Le desséchant Késsara au feuillage argenté;
Le brûlant Kétaça qui jette le trouble dans les sens;
L'éclatant Bilva qui verse dans les veines une ardeur dévorante.
Quel mortel, Dieu puissant, pourrait résister à ton pouvoir, lorsque Krischna lui-même est ton esclave? Krischna qui, sans cesse enivré de délices dans les plaines fortunées du Malhoura, fait résonner sous ses doigts divins la flûte pastorale, et aux accords mélodieux d'une céleste harmonie, forme avec le choeur des Gopis éprises de ses charmes, des danses voluptueuses à la douce clarté de Lunus, le mystérieux flambeau des nuits.

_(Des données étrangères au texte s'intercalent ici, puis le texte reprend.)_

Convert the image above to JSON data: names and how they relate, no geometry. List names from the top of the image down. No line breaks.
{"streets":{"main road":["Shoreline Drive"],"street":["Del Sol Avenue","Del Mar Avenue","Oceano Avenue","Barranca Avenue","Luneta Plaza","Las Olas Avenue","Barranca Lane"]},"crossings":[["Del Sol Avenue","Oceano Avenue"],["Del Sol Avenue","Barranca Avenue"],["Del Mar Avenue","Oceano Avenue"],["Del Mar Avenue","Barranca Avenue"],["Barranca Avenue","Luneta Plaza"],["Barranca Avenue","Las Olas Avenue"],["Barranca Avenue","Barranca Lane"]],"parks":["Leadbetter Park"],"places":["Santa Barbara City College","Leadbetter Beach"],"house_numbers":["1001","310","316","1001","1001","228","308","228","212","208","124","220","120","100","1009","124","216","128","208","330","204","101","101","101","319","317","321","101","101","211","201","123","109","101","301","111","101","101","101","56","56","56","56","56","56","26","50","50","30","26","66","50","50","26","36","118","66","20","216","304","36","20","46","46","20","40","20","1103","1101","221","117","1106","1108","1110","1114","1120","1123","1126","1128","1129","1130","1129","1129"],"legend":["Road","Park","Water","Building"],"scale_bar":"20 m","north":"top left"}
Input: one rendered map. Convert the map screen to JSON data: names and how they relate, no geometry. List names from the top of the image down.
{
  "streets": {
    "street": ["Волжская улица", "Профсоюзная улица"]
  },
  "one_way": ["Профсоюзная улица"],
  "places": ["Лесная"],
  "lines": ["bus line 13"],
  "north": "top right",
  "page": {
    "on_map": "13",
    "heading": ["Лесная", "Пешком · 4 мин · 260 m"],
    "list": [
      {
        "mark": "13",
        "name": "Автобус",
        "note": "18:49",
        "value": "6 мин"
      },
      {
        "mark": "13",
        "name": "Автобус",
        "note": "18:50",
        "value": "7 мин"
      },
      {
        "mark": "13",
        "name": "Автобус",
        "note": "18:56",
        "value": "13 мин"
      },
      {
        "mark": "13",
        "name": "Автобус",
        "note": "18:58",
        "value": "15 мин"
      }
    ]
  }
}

O toi, Dieu charmant! dont la naissance a précédé la création et dont la jeunesse est éternelle! Que le chant de ton brahmane asservi à tes lois puisse, à jamais, retentir sur les bords sacrés du Gange! Et à l'heure où ton oiseau favori, déployant ses ailes d'émeraude, te fait franchir l'espace dans son vol rapide; lorsqu'au milieu de la nuit silencieuse, les rayons tremblants de Ma (la lune) glissent sur la retraite mystérieuse des amants favorisés ou malheureux, que la plus douce influence soit le partage de ton chantre dévoué, et que, sans le consumer, ton feu divin échauffe voluptueusement son coeur!
Il est intéressant de rapprocher de cette invocation celle de Lucrèce à
Vénus.
INVOCATION
Douce et sainte Vénus, mère de nos Romains,
Suprême volupté des Dieux et des humains
Qui, sous la voûte immense où dorment les étoiles,
Peuples les champs féconds, l'onde où courent les voiles,
Par toi tout vit, respire, éclos sous ton amour
Et monte, heureux de naître, aux rivages du jour.
Aussi, devant tes pas, le vent fuit; les nuages,
A ta divine approche, emportent les orages;
Pour toi, la terre épand ses parfums et ses fleurs;
Le ciel s'épanouit et se fond en lumière.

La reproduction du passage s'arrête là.